→ **What is needed**:
Among the records that follow, find each line holding the word "roads" and copy it.
++++++
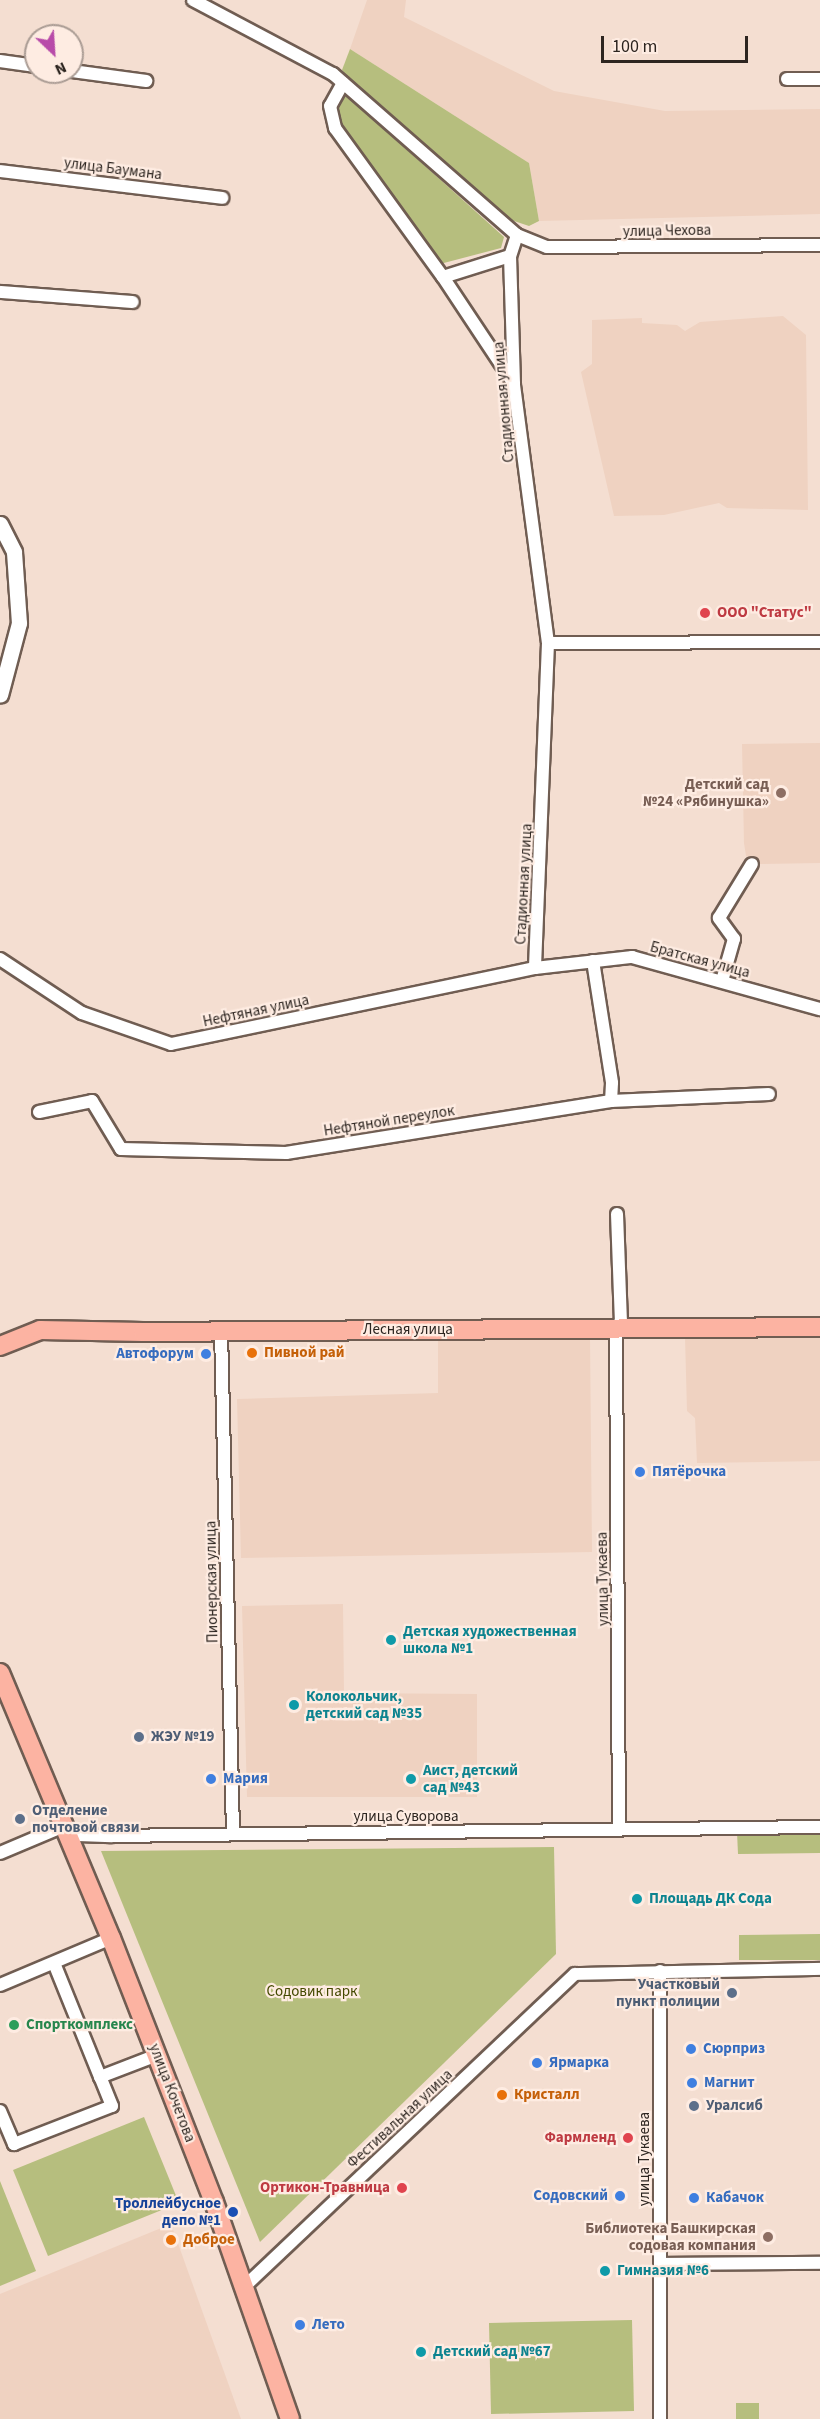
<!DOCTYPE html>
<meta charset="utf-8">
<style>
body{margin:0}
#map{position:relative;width:820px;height:2419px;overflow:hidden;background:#f4ded1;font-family:"Source Sans 3",sans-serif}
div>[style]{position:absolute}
.built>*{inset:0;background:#efd2c1}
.green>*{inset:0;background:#b6be7e}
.roads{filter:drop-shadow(2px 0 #705d52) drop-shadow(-2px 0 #705d52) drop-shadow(0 2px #705d52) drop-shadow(0 -2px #705d52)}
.minor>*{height:12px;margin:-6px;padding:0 6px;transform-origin:6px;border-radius:6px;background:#fff}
.tertiary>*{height:15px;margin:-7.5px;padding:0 7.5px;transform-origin:7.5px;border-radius:7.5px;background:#fff}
.primary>*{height:18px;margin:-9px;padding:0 9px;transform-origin:9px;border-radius:9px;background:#fcb3a2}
.dots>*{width:16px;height:16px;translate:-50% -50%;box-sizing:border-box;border:3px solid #feece2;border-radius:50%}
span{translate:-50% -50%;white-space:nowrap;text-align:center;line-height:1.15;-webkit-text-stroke:4.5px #feece2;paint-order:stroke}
.street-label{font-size:15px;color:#2d2520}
.health-label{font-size:15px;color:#be3a42;font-weight:700}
.left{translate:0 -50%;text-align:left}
.right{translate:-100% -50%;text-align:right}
.education-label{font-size:15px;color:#785e54;font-weight:700}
.food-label{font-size:15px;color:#c56008;font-weight:700}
.shop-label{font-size:15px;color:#366cbe;font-weight:700}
.culture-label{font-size:15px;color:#0d838f;font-weight:700}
.service-label{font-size:15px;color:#4e5e75;font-weight:700}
.park-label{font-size:15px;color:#444900}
.leisure-label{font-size:15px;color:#27864d;font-weight:700}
.transit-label{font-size:15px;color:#164399;font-weight:700}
.north{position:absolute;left:24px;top:24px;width:60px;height:60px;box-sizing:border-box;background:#feece2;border:2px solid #aa9c94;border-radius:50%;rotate:155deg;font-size:16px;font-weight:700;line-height:24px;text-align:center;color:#2d2520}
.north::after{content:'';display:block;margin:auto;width:21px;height:27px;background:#b84ba9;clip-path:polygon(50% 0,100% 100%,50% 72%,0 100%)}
.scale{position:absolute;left:601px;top:36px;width:147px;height:27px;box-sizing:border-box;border:3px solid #2d2520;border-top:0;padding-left:8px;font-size:18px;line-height:21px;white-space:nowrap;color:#2d2520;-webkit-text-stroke:4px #feece2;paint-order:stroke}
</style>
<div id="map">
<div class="built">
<i style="clip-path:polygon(367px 0,406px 0,404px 17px,554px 91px,665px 111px,820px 109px,820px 214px,539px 221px,529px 163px,350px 49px)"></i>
<i style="clip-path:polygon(783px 316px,806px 335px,808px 510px,727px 508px,719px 503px,664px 515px,614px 516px,581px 372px,592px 364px,592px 320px,642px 318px,642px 323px,677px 325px,685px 331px,700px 322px)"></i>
<i style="clip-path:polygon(820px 743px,820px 863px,759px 864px,746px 856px,744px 843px,742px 744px)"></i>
<i style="clip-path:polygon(590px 1337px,592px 1552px,241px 1558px,237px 1399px,438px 1393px,438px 1339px)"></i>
<i style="clip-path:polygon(685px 1337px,820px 1337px,820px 1461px,697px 1463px,695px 1418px,687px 1411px)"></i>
<i style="clip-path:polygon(343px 1604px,344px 1693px,477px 1694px,477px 1797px,247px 1797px,242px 1606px)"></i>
<i style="clip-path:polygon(171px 2224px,241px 2419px,0 2419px,0 2294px)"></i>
</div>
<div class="green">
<i style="clip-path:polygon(350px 49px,529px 163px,539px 221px,529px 226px,511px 220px,349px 79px,342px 70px)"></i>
<i style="clip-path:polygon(344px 93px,504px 237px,501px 248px,440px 264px,340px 127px,335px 111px)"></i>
<i style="clip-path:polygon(737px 1832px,820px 1832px,820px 1853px,738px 1854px)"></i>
<i style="clip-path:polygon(554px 1847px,556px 1954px,260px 2242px,101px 1851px)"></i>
<i style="clip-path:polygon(820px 1934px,820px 1960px,739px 1960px,739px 1935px)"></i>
<i style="clip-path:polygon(144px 2117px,179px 2203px,48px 2256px,13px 2170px)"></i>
<i style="clip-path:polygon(0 2181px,36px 2271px,0 2286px)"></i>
<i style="clip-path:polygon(632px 2320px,634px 2411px,491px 2414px,489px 2323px)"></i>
<i style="clip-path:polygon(736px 2403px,759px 2403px,759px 2419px,736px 2419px)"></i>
</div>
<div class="roads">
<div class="minor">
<i style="left:193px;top:0;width:158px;rotate:27.9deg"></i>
<i style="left:333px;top:74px;width:244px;rotate:41.2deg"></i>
<i style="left:517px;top:235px;width:22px;rotate:108deg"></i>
<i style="left:510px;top:256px;width:129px;rotate:88.2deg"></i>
<i style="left:514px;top:385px;width:260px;rotate:82.5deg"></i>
<i style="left:548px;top:643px;width:325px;rotate:92.3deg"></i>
<i style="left:0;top:61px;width:36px;rotate:8deg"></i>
<i style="left:72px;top:71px;width:75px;rotate:7.7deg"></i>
<i style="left:787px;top:79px;width:33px"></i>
<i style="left:343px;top:83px;width:26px;rotate:119deg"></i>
<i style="left:330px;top:106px;width:23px;rotate:77deg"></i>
<i style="left:335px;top:128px;width:184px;rotate:54.1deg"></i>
<i style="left:443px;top:277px;width:128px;rotate:56.4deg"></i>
<i style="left:0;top:171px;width:224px;rotate:6.9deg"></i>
<i style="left:517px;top:235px;width:32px;rotate:22deg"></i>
<i style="left:547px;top:247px;width:273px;rotate:-0.4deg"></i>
<i style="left:443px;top:277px;width:70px;rotate:-17.4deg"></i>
<i style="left:0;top:292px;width:133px;rotate:4.3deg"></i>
<i style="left:548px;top:643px;width:272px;rotate:-0.2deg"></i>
<i style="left:0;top:959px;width:98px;rotate:33.4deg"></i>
<i style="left:82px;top:1013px;width:94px;rotate:19.2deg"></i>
<i style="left:171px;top:1044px;width:372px;rotate:-11.8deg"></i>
<i style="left:535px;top:968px;width:98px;rotate:-6.5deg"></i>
<i style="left:632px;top:957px;width:195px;rotate:15.5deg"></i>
<i style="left:593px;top:961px;width:123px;rotate:81.1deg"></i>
<i style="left:612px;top:1083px;width:18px;rotate:93deg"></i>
<i style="left:722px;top:981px;width:44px;rotate:-74.1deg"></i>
<i style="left:734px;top:939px;width:26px;rotate:-126deg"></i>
<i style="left:719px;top:918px;width:63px;rotate:-58.6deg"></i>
<i style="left:39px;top:1112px;width:54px;rotate:-11.7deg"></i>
<i style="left:92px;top:1101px;width:56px;rotate:58.9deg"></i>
<i style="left:121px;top:1149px;width:165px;rotate:1.4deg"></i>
<i style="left:286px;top:1153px;width:329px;rotate:-9.1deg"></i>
<i style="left:611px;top:1101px;width:158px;rotate:-2.5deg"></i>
<i style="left:617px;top:1214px;width:107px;rotate:87.9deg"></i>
<i style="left:621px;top:1321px;width:9px;rotate:126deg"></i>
<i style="left:616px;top:1328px;width:501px;rotate:89.66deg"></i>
<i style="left:221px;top:1331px;width:502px;rotate:88.63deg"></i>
<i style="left:0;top:1853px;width:69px;rotate:-22.9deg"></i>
<i style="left:64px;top:1826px;width:17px;rotate:33deg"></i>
<i style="left:78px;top:1835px;width:34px;rotate:2deg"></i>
<i style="left:112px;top:1836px;width:708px;rotate:-0.73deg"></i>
<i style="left:54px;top:1963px;width:123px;rotate:68deg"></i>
<i style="left:660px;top:1971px;width:448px;rotate:90deg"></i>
<i style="left:0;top:1985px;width:121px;rotate:-22.9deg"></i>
<i style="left:0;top:2111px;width:36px;rotate:67deg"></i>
<i style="left:14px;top:2144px;width:105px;rotate:-21.2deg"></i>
<i style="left:112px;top:2106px;width:31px;rotate:-112deg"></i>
<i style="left:100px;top:2077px;width:61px;rotate:-21.1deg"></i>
<i style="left:661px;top:2264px;width:159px;rotate:-0.4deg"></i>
<i style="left:245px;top:2286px;width:454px;rotate:-43.4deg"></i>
<i style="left:575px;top:1974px;width:245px;rotate:-1.2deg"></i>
</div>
<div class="tertiary">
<i style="left:0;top:524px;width:31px;rotate:63deg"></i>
<i style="left:14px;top:552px;width:71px;rotate:86deg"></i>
<i style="left:19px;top:623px;width:74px;rotate:104.8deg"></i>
</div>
<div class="primary">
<i style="left:0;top:1346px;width:43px;rotate:-21.8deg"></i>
<i style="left:40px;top:1330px;width:103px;rotate:1.1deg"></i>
<i style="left:143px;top:1332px;width:677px;rotate:-0.42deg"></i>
<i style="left:0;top:1673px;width:287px;rotate:67.3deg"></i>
<i style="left:111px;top:1938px;width:283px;rotate:68.7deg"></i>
<i style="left:214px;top:2202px;width:230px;rotate:70.7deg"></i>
</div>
</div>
<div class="dots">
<i style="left:705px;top:613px;background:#e0444e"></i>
<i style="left:781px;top:793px;background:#8d6e63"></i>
<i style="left:252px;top:1353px;background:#e8710a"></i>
<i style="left:206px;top:1354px;background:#3f7fe0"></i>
<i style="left:640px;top:1472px;background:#3f7fe0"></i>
<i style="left:391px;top:1640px;background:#0f9aa8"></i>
<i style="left:294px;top:1705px;background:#0f9aa8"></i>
<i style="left:139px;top:1737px;background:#5c6f8a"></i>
<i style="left:211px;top:1779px;background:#3f7fe0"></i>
<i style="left:411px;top:1779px;background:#0f9aa8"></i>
<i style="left:20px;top:1819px;background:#5c6f8a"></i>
<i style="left:637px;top:1899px;background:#0f9aa8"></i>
<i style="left:732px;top:1993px;background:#5c6f8a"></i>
<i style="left:14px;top:2025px;background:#2e9e5b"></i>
<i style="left:691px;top:2049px;background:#3f7fe0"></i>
<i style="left:537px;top:2063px;background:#3f7fe0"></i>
<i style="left:692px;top:2083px;background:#3f7fe0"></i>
<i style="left:502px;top:2095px;background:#e8710a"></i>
<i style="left:694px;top:2106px;background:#5c6f8a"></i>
<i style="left:628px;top:2138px;background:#e0444e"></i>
<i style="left:402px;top:2188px;background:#e0444e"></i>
<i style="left:620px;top:2196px;background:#3f7fe0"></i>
<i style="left:694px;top:2198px;background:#3f7fe0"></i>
<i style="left:233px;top:2212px;background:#1a4fb4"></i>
<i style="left:768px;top:2237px;background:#8d6e63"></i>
<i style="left:171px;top:2240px;background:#e8710a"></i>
<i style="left:605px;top:2271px;background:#0f9aa8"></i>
<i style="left:300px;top:2325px;background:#3f7fe0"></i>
<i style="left:421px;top:2352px;background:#0f9aa8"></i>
</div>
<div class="street-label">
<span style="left:113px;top:169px;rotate:7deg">улица Баумана</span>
<span style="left:667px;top:231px;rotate:-1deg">улица Чехова</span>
<span style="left:504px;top:402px;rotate:-95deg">Стадионная улица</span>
<span style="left:524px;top:884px;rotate:-87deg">Стадионная улица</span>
<span style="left:700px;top:960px;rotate:15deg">Братская улица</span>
<span style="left:256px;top:1011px;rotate:-12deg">Нефтяная улица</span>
<span style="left:389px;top:1121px;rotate:-9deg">Нефтяной переулок</span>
<span style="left:408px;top:1330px">Лесная улица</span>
<span style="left:603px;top:1579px;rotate:-91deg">улица Тукаева</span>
<span style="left:212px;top:1582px;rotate:-91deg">Пионерская улица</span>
<span style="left:406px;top:1817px">улица Суворова</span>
<span style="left:172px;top:2093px;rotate:69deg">улица Кочетова</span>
<span style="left:400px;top:2119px;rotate:-43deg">Фестивальная улица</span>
<span style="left:645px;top:2159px;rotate:-90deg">улица Тукаева</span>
</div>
<div class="health-label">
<span class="left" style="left:717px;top:613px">ООО "Статус"</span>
<span class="right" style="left:616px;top:2138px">Фармленд</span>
<span class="right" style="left:390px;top:2188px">Ортикон-Травница</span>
</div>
<div class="education-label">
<span class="right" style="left:769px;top:793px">Детский сад<br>№24 «Рябинушка»</span>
<span class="right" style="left:756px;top:2237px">Библиотека Башкирская<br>содовая компания</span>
</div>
<div class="food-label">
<span class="left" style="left:264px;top:1353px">Пивной рай</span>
<span class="left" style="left:514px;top:2095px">Кристалл</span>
<span class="left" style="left:183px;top:2240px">Доброе</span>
</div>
<div class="shop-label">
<span class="right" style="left:194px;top:1354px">Автофорум</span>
<span class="left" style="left:652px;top:1472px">Пятёрочка</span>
<span class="left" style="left:223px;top:1779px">Мария</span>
<span class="left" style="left:703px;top:2049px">Сюрприз</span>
<span class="left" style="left:549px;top:2063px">Ярмарка</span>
<span class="left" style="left:704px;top:2083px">Магнит</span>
<span class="right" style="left:608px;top:2196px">Содовский</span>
<span class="left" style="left:706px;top:2198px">Кабачок</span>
<span class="left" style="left:312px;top:2325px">Лето</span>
</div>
<div class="culture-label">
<span class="left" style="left:403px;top:1640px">Детская художественная<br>школа №1</span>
<span class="left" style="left:306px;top:1705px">Колокольчик,<br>детский сад №35</span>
<span class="left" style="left:423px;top:1779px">Аист, детский<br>сад №43</span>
<span class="left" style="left:649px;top:1899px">Площадь ДК Сода</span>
<span class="left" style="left:617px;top:2271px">Гимназия №6</span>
<span class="left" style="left:433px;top:2352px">Детский сад №67</span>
</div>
<div class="service-label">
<span class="left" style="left:151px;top:1737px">ЖЭУ №19</span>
<span class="left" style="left:32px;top:1819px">Отделение<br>почтовой связи</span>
<span class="right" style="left:720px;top:1993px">Участковый<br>пункт полиции</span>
<span class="left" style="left:706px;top:2106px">Уралсиб</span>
</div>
<div class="park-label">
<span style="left:312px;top:1992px">Содовик парк</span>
</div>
<div class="leisure-label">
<span class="left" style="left:26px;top:2025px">Спорткомплекс</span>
</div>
<div class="transit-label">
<span class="right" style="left:221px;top:2212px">Троллейбусное<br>депо №1</span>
</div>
<div class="north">N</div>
<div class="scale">100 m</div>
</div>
++++++
→ **Response to this exercise**:
.roads{filter:drop-shadow(2px 0 #705d52) drop-shadow(-2px 0 #705d52) drop-shadow(0 2px #705d52) drop-shadow(0 -2px #705d52)}
<div class="roads">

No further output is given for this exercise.